Data records —
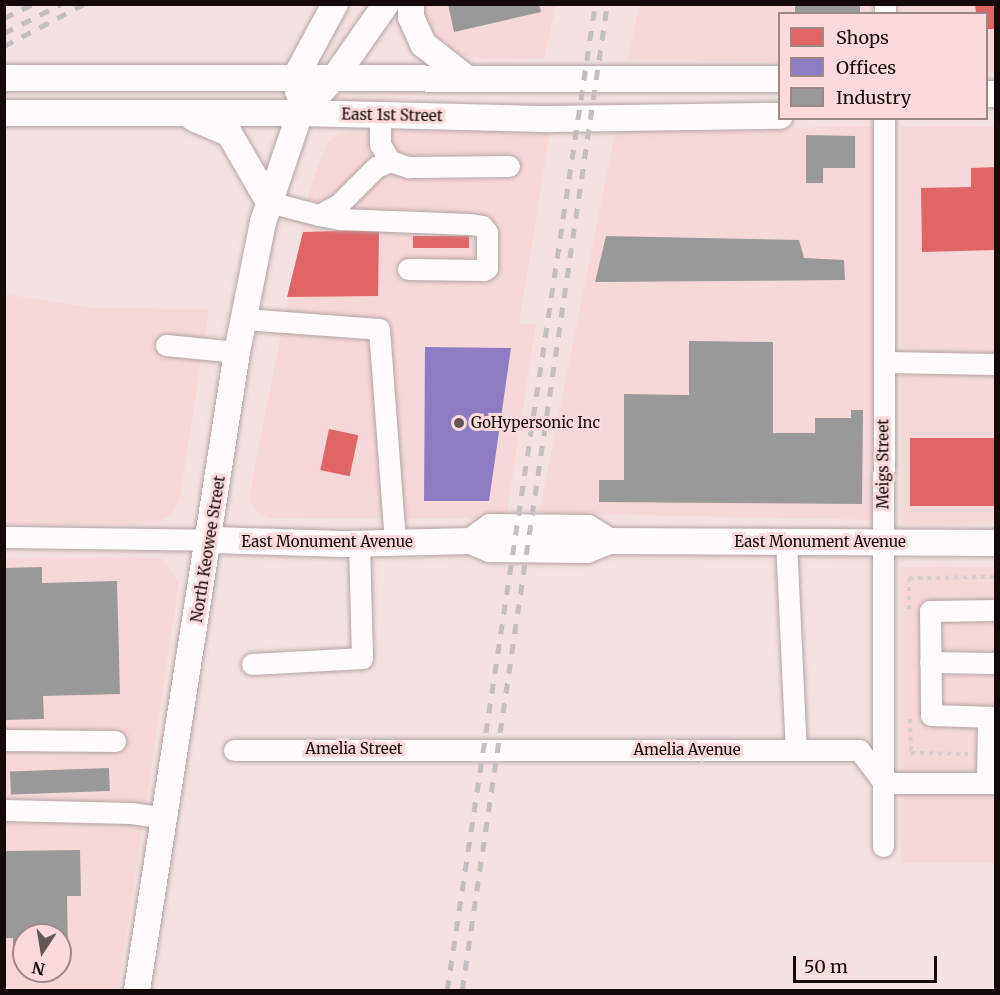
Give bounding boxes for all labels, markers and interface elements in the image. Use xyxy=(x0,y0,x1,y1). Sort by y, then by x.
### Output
legend xyxy=(778,12,988,120)
text: Shops xyxy=(836,26,889,49)
text: Offices xyxy=(836,56,896,79)
text: Industry xyxy=(836,86,911,109)
street label: East 1st Street xyxy=(341,105,443,125)
place label: GoHypersonic Inc xyxy=(471,414,600,432)
marker: GoHypersonic Inc xyxy=(452,416,466,430)
street label: Meigs Street xyxy=(874,419,892,509)
street label: North Keowee Street xyxy=(187,474,229,624)
street label: East Monument Avenue xyxy=(241,533,413,551)
street label: East Monument Avenue xyxy=(734,533,906,551)
street label: Amelia Street xyxy=(305,740,403,758)
street label: Amelia Avenue xyxy=(634,741,740,759)
north arrow xyxy=(12,923,72,983)
scale bar xyxy=(796,944,940,982)
text: 50 m xyxy=(804,955,848,978)
text: N xyxy=(30,958,47,980)

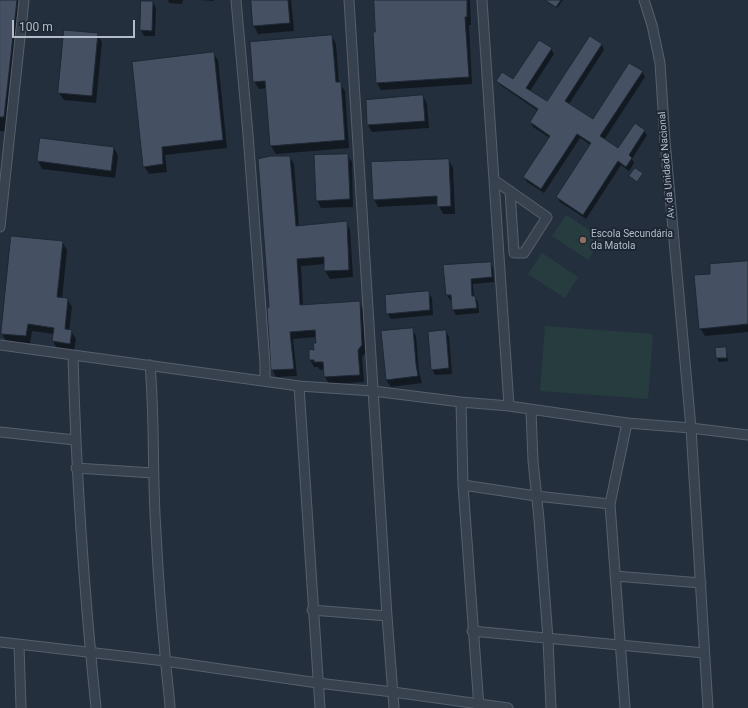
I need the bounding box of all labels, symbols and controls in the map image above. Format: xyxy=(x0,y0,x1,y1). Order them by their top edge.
scale bar xyxy=(14,12,137,38)
text: 100 m xyxy=(19,20,53,34)
street label: Av. da Unidade Nacional xyxy=(656,111,678,219)
place label: Escola Secundária da Matola xyxy=(591,228,673,252)
marker: Escola Secundária da Matola xyxy=(578,235,588,245)

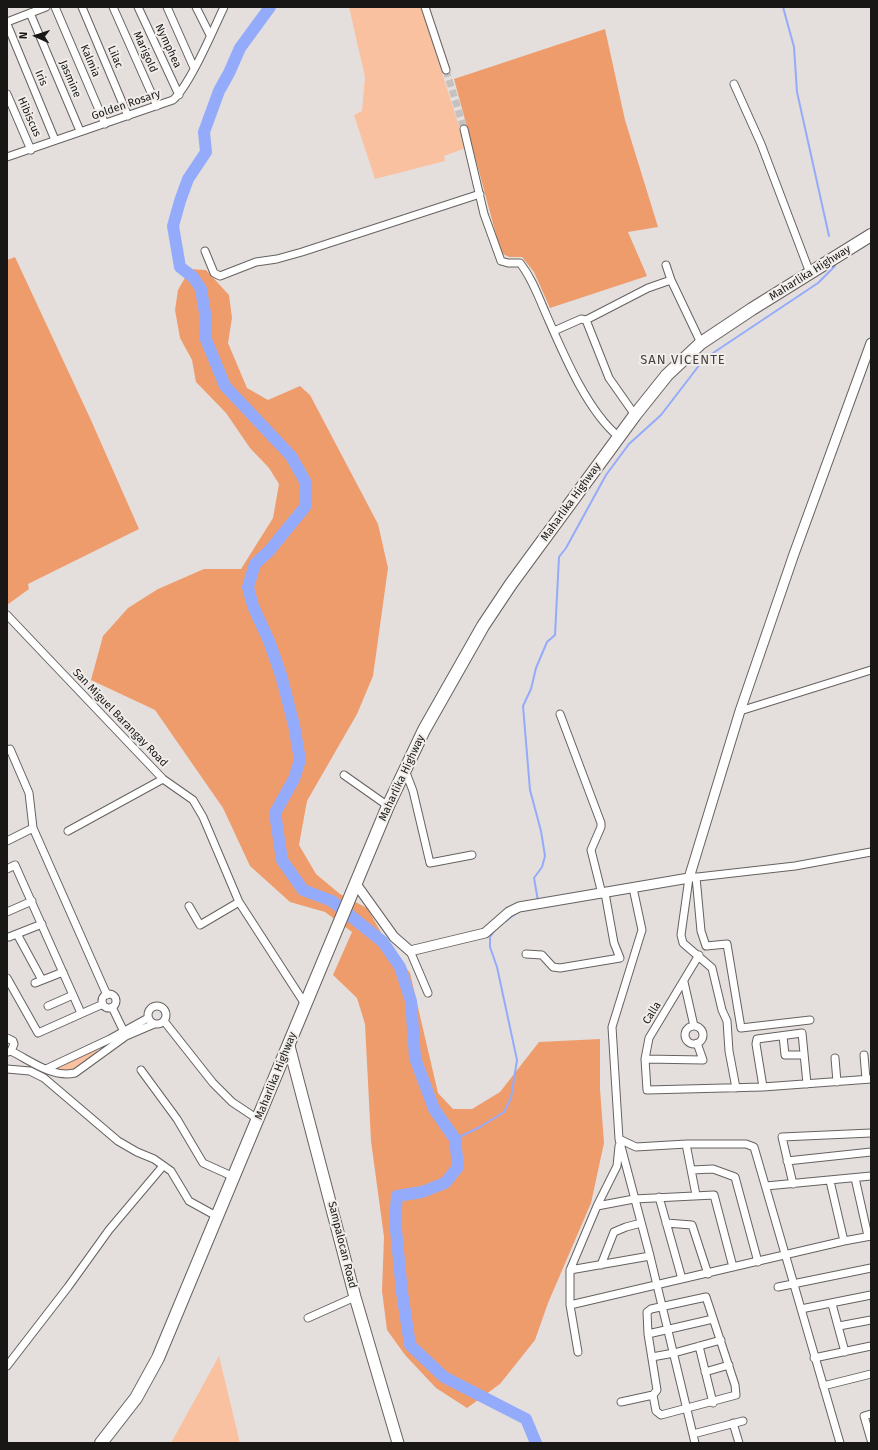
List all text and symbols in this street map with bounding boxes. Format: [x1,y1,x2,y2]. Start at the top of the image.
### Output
north arrow [16,16,56,56]
street label: Nymphea [152,22,184,70]
street label: Marigold [130,29,160,75]
text: N [17,31,30,39]
street label: Kalmia [77,43,103,79]
street label: Lilac [104,44,126,70]
street label: Jasmine [56,58,84,100]
street label: Iris [32,68,50,88]
street label: Golden Rosary [90,87,162,123]
street label: Hibiscus [14,95,44,139]
street label: Maharlika Highway [767,243,853,303]
district label: SAN VICENTE [640,352,726,368]
street label: Maharlika Highway [538,460,604,544]
street label: San Miguel Barangay Road [70,666,170,770]
street label: Maharlika Highway [376,733,428,823]
street label: Calla [640,999,664,1027]
street label: Maharlika Highway [252,1030,300,1122]
street label: Sampalocan Road [325,1200,359,1290]

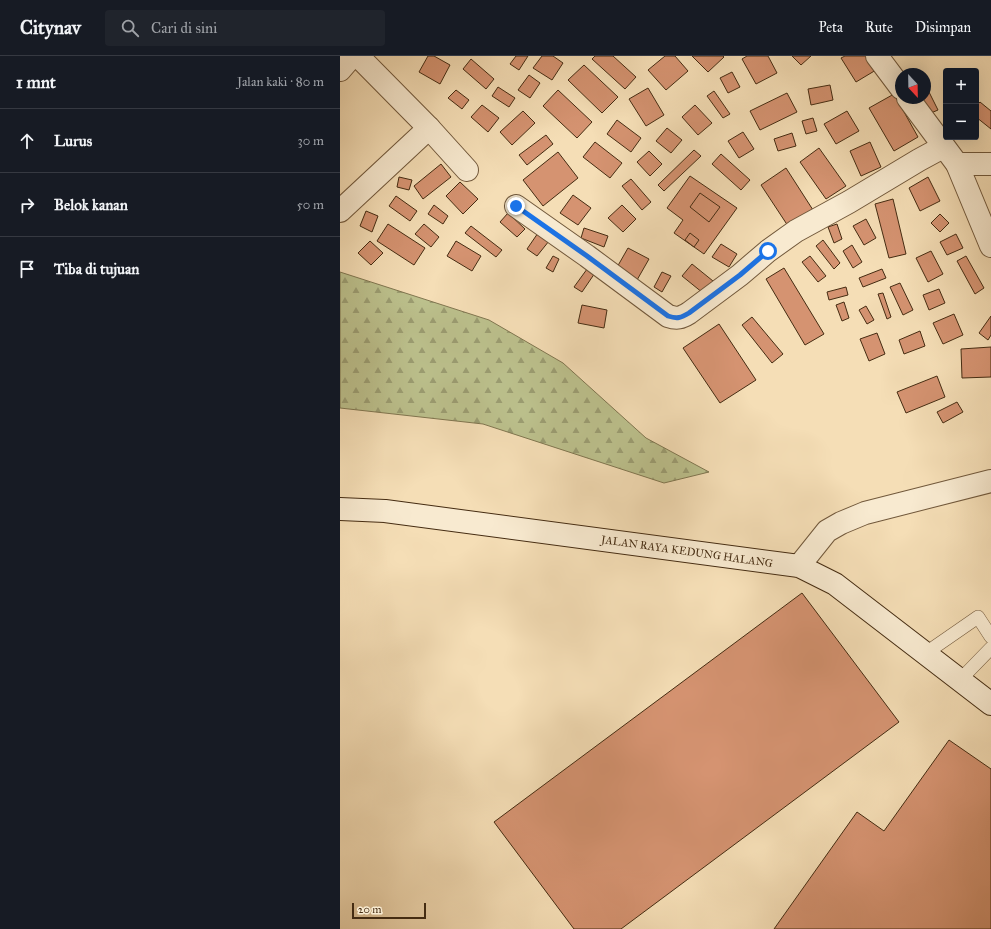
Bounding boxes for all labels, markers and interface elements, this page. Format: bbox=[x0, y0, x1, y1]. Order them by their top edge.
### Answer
search box bbox=[105, 10, 385, 46]
text: Citynav bbox=[20, 16, 81, 39]
icon: search bbox=[119, 17, 141, 39]
text: Cari di sini bbox=[151, 19, 217, 37]
text: Peta bbox=[819, 19, 843, 36]
text: Rute bbox=[865, 19, 893, 36]
text: Disimpan bbox=[915, 19, 971, 36]
north arrow bbox=[895, 68, 931, 104]
map controls bbox=[943, 68, 979, 140]
button: + bbox=[943, 68, 979, 104]
text: 1 mnt bbox=[16, 72, 56, 93]
text: Jalan kaki · 80 m bbox=[237, 74, 324, 90]
button: − bbox=[943, 104, 979, 140]
icon: ahead bbox=[16, 130, 38, 152]
text: Lurus bbox=[54, 132, 92, 150]
text: 30 m bbox=[298, 133, 324, 149]
icon: right bbox=[16, 194, 38, 216]
text: Belok kanan bbox=[54, 196, 128, 214]
text: 50 m bbox=[297, 197, 324, 213]
route end bbox=[507, 197, 525, 215]
route start bbox=[759, 242, 777, 260]
icon: arrive bbox=[16, 258, 38, 280]
text: Tiba di tujuan bbox=[54, 260, 139, 278]
street label: JALAN RAYA KEDUNG HALANG bbox=[599, 533, 774, 571]
scale bar bbox=[352, 901, 426, 920]
text: 20 m bbox=[358, 903, 381, 916]

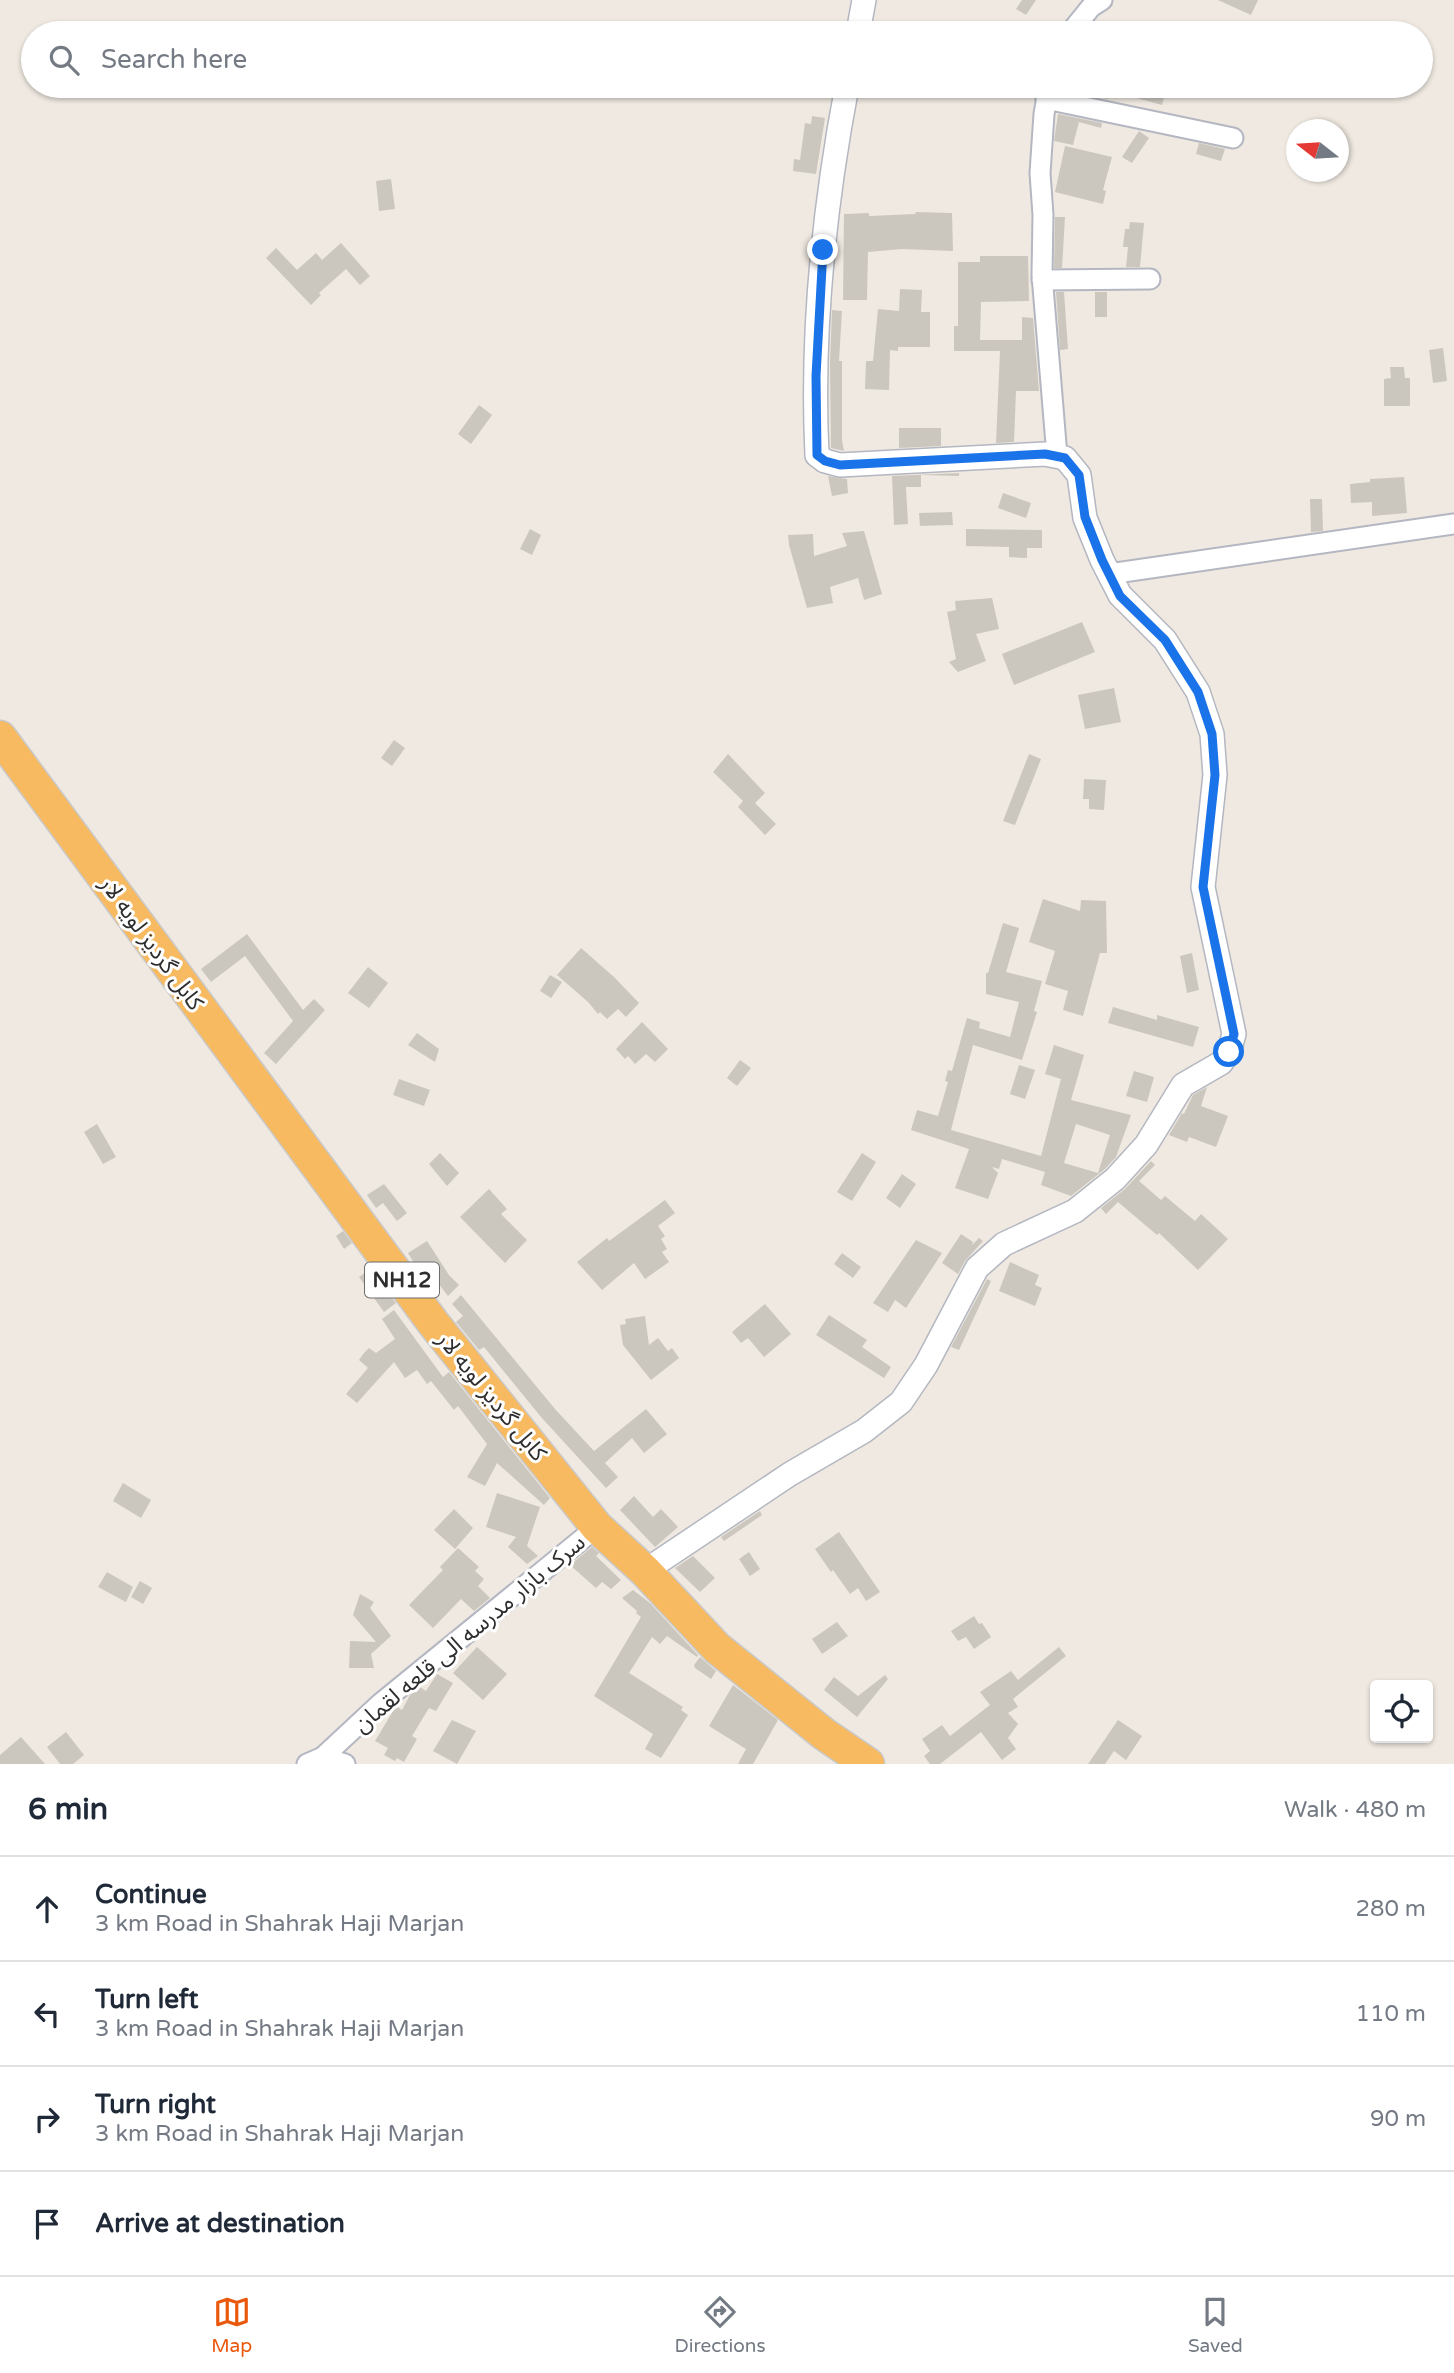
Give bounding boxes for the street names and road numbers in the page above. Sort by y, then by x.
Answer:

Task details —
From the listing, extract all text exactly as given and drop any picture.

Task solution —
Give bounding boxes for all labels, markers and interface elements in the image. Use xyxy=(x0,y0,x1,y1). Sort by y, then by x.
### Output
legend xyxy=(778,12,988,120)
text: Shops xyxy=(836,26,889,49)
text: Offices xyxy=(836,56,896,79)
text: Industry xyxy=(836,86,911,109)
street label: East 1st Street xyxy=(341,105,443,125)
place label: GoHypersonic Inc xyxy=(471,414,600,432)
marker: GoHypersonic Inc xyxy=(452,416,466,430)
street label: Meigs Street xyxy=(874,419,892,509)
street label: North Keowee Street xyxy=(187,474,229,624)
street label: East Monument Avenue xyxy=(241,533,413,551)
street label: East Monument Avenue xyxy=(734,533,906,551)
street label: Amelia Street xyxy=(305,740,403,758)
street label: Amelia Avenue xyxy=(634,741,740,759)
north arrow xyxy=(12,923,72,983)
scale bar xyxy=(796,944,940,982)
text: 50 m xyxy=(804,955,848,978)
text: N xyxy=(30,958,47,980)

I need the bounding box of all labels, symbols and controls in the map image above. Format: xyxy=(x0,y0,x1,y1). Order them by their top edge.
scale bar xyxy=(14,12,137,38)
text: 100 m xyxy=(19,20,53,34)
street label: Av. da Unidade Nacional xyxy=(656,111,678,219)
place label: Escola Secundária da Matola xyxy=(591,228,673,252)
marker: Escola Secundária da Matola xyxy=(578,235,588,245)

List all text and symbols in this street map with bounding boxes. Format: [x1,y1,x2,y2]. Start at the top of the image.
### Output
north arrow [16,16,56,56]
street label: Nymphea [152,22,184,70]
street label: Marigold [130,29,160,75]
text: N [17,31,30,39]
street label: Kalmia [77,43,103,79]
street label: Lilac [104,44,126,70]
street label: Jasmine [56,58,84,100]
street label: Iris [32,68,50,88]
street label: Golden Rosary [90,87,162,123]
street label: Hibiscus [14,95,44,139]
street label: Maharlika Highway [767,243,853,303]
district label: SAN VICENTE [640,352,726,368]
street label: Maharlika Highway [538,460,604,544]
street label: San Miguel Barangay Road [70,666,170,770]
street label: Maharlika Highway [376,733,428,823]
street label: Calla [640,999,664,1027]
street label: Maharlika Highway [252,1030,300,1122]
street label: Sampalocan Road [325,1200,359,1290]

Bounding boxes for all labels, markers and interface elements, this page. Format: bbox=[x0, y0, x1, y1]. Order them by their top edge.
### Answer
search box bbox=[105, 10, 385, 46]
text: Citynav bbox=[20, 16, 81, 39]
icon: search bbox=[119, 17, 141, 39]
text: Cari di sini bbox=[151, 19, 217, 37]
text: Peta bbox=[819, 19, 843, 36]
text: Rute bbox=[865, 19, 893, 36]
text: Disimpan bbox=[915, 19, 971, 36]
north arrow bbox=[895, 68, 931, 104]
map controls bbox=[943, 68, 979, 140]
button: + bbox=[943, 68, 979, 104]
text: 1 mnt bbox=[16, 72, 56, 93]
text: Jalan kaki · 80 m bbox=[237, 74, 324, 90]
button: − bbox=[943, 104, 979, 140]
icon: ahead bbox=[16, 130, 38, 152]
text: Lurus bbox=[54, 132, 92, 150]
text: 30 m bbox=[298, 133, 324, 149]
icon: right bbox=[16, 194, 38, 216]
text: Belok kanan bbox=[54, 196, 128, 214]
text: 50 m bbox=[297, 197, 324, 213]
route end bbox=[507, 197, 525, 215]
route start bbox=[759, 242, 777, 260]
icon: arrive bbox=[16, 258, 38, 280]
text: Tiba di tujuan bbox=[54, 260, 139, 278]
street label: JALAN RAYA KEDUNG HALANG bbox=[599, 533, 774, 571]
scale bar bbox=[352, 901, 426, 920]
text: 20 m bbox=[358, 903, 381, 916]

Give bounding boxes for the street names and road numbers in the page above. Sort by y, then by x.
Answer:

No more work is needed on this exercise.